These are the final models we will be using on our algorithm. 

In [7]:
import re
import spacy
from spacy.training.example import Example
from spacy.tokens import DocBin
from tqdm import tqdm
import json
import numpy as np
import tensorflow as tf
import tensorflow_hub as hub
import tensorflow_text as text
from tensorflow import keras
import pandas as pd
from sklearn.model_selection import train_test_split
import sys
import io
import numpy as np

Preprocess is used to normalize the input and remove any undesirable character

In [2]:
def preprocess(text):
    # Remove extra spaces
    text = re.sub(r'\s+', ' ', text)
    # Remove special characters
    text = re.sub(r'[^a-zA-Z0-9\s]', '', text)
    # Convert text to lowercase
    text = text.lower()
    # Remove punctuations and numbers
    #text = re.sub('[^a-zA-Z]', '', text)
    #text = re.sub('``', '', text)

    return text

NER Module: 

In [3]:
def train_and_load_ner_model(training_data_path="training_NER.json", model_output_path="model-best"):
    # Loading a new SpaCy model
    nlp = spacy.blank("en")

    # Create a DocBin object
    db = DocBin()

    # Opening and loading the training data JSON file
    with open(training_data_path) as f:
        TRAIN_DATA = json.load(f)

    for text, annot in tqdm(TRAIN_DATA['annotations']):
        # Creating a SpaCy Doc object from the input text.
        doc = nlp.make_doc(text)

        # Creating SpaCy objects for each entity
        ents = []
        for start, end, label in annot["entities"]:
            span = doc.char_span(start, end, label=label, alignment_mode="contract")
            if span is None:
                # Skipping entity if span is empty 
                print("Skipping entity")
            else:
                # Adding the span to the list of entities
                ents.append(span)
        doc.ents = ents 
        db.add(doc)

    # Save the DocBin object
    db.to_disk("./training_data.spacy")

    # Train the model
    ! python -m spacy train config.cfg --output ./ --paths.train ./training_data.spacy --paths.dev ./training_data.spacy

    # Load the trained NER model
    nlp_ner = spacy.load(model_output_path)

    return nlp_ner


# Example usage:
# Train the model
#train_ner_model("your_training_data.json", "model-best")

# Load the trained model
#ner_model = load_ner_model("model-best")
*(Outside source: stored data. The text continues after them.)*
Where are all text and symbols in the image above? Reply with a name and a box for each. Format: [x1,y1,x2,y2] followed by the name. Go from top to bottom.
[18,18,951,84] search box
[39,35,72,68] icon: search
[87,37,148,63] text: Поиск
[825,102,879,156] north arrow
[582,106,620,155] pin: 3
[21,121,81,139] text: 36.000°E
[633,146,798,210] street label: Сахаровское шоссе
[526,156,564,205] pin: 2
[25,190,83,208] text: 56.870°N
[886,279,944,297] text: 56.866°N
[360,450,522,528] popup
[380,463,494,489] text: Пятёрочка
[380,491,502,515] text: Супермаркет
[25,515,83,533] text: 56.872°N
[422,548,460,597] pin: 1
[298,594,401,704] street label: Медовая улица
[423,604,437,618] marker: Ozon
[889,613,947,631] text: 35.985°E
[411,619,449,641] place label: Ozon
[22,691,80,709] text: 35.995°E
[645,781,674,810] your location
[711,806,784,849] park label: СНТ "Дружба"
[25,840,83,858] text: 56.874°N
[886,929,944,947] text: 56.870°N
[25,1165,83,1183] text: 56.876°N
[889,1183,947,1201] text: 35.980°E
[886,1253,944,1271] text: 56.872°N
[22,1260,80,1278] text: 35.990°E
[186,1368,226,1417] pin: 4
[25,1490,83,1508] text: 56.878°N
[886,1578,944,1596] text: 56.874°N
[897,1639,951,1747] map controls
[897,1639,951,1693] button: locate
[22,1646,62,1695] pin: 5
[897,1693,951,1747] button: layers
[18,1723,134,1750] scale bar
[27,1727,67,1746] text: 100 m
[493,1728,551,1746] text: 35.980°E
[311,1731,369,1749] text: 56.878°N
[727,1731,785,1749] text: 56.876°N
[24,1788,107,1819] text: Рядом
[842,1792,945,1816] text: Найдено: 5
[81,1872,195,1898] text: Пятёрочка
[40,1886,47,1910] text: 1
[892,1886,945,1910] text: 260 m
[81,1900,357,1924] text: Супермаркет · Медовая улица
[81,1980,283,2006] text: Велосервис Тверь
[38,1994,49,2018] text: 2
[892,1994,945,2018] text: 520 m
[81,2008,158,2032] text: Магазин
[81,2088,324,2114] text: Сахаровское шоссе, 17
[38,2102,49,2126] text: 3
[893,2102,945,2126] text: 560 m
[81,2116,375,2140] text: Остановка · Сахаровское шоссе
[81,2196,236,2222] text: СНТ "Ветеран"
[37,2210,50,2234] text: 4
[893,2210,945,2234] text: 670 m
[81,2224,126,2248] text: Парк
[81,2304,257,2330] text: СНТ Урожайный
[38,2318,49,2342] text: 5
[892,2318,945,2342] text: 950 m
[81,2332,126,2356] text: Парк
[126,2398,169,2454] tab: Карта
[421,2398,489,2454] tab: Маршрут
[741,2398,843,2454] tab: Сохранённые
def extract_entities_as_dict (input_text, nlp_model):
    # Process the input text
    doc = nlp_model(input_text)
    # Create a dictionary from the entities
    entity_dict = {}
    for ent in doc.ents:
        entity_dict[ent.text] = ent.label_

    return entity_dict

Sentiment Analysis Module

In [9]:
def train_sentiment_model(data_path="Restaurant_Reviews.csv"):
    df = pd.read_csv(data_path, encoding='ISO-8859-1')
    df['Review'] = df['Review'].apply(preprocess)

    X_train, X_test, y_train, y_test = train_test_split(df['Review'], df['Liked'], test_size=0.20, random_state=42)

    bert_preprocess = hub.KerasLayer("https://tfhub.dev/tensorflow/bert_en_uncased_preprocess/3")
    bert_encoder = hub.KerasLayer("https://tfhub.dev/tensorflow/bert_en_uncased_L-12_H-768_A-12/4")

    def get_sentence_embedding(sentences):
        preprocessed_text = bert_preprocess(sentences)
        return bert_encoder(preprocessed_text)['pooled_output']

    # Define the model
    text_input = tf.keras.layers.Input(shape=(), dtype=tf.string, name='text')
    preprocessed_text = bert_preprocess(text_input)
    outputs = bert_encoder(preprocessed_text)

    reshaped_output = tf.keras.layers.Reshape((-1, outputs['pooled_output'].shape[-1]))(outputs['pooled_output'])
    lstm_output = tf.keras.layers.LSTM(64, name='lstm')(reshaped_output)
    dropout = tf.keras.layers.Dropout(0.1, name="dropout")(lstm_output)
    output = tf.keras.layers.Dense(1, activation='sigmoid', name="output")(dropout)

    model = tf.keras.Model(inputs=[text_input], outputs=[output])

    METRICS = [
        tf.keras.metrics.BinaryAccuracy(name='accuracy'),
        tf.keras.metrics.Precision(name='precision'),
        tf.keras.metrics.Recall(name='recall')
    ]

    model.compile(optimizer=tf.keras.optimizers.Adam(learning_rate=1e-5),
                  loss='binary_crossentropy',
                  metrics=METRICS)

    model.fit(X_train, y_train, epochs=10)
    model.evaluate(X_test, y_test)
    y_predicted = model.predict(X_test)
    y_predicted = y_predicted.flatten()
    y_pred = np.where(y_predicted>=0.5, 1 ,0)               

    return model




In [12]:
def predict_sentiment(reviews, trained_model):
    # Suppress output during prediction
    original_stdout = sys.stdout
    sys.stdout = io.StringIO()

    predictions = trained_model.predict(reviews)

    # Reset standard output
    sys.stdout = original_stdout

    binary_predictions = np.where(predictions <= 0.5, 0, 1)
    return binary_predictions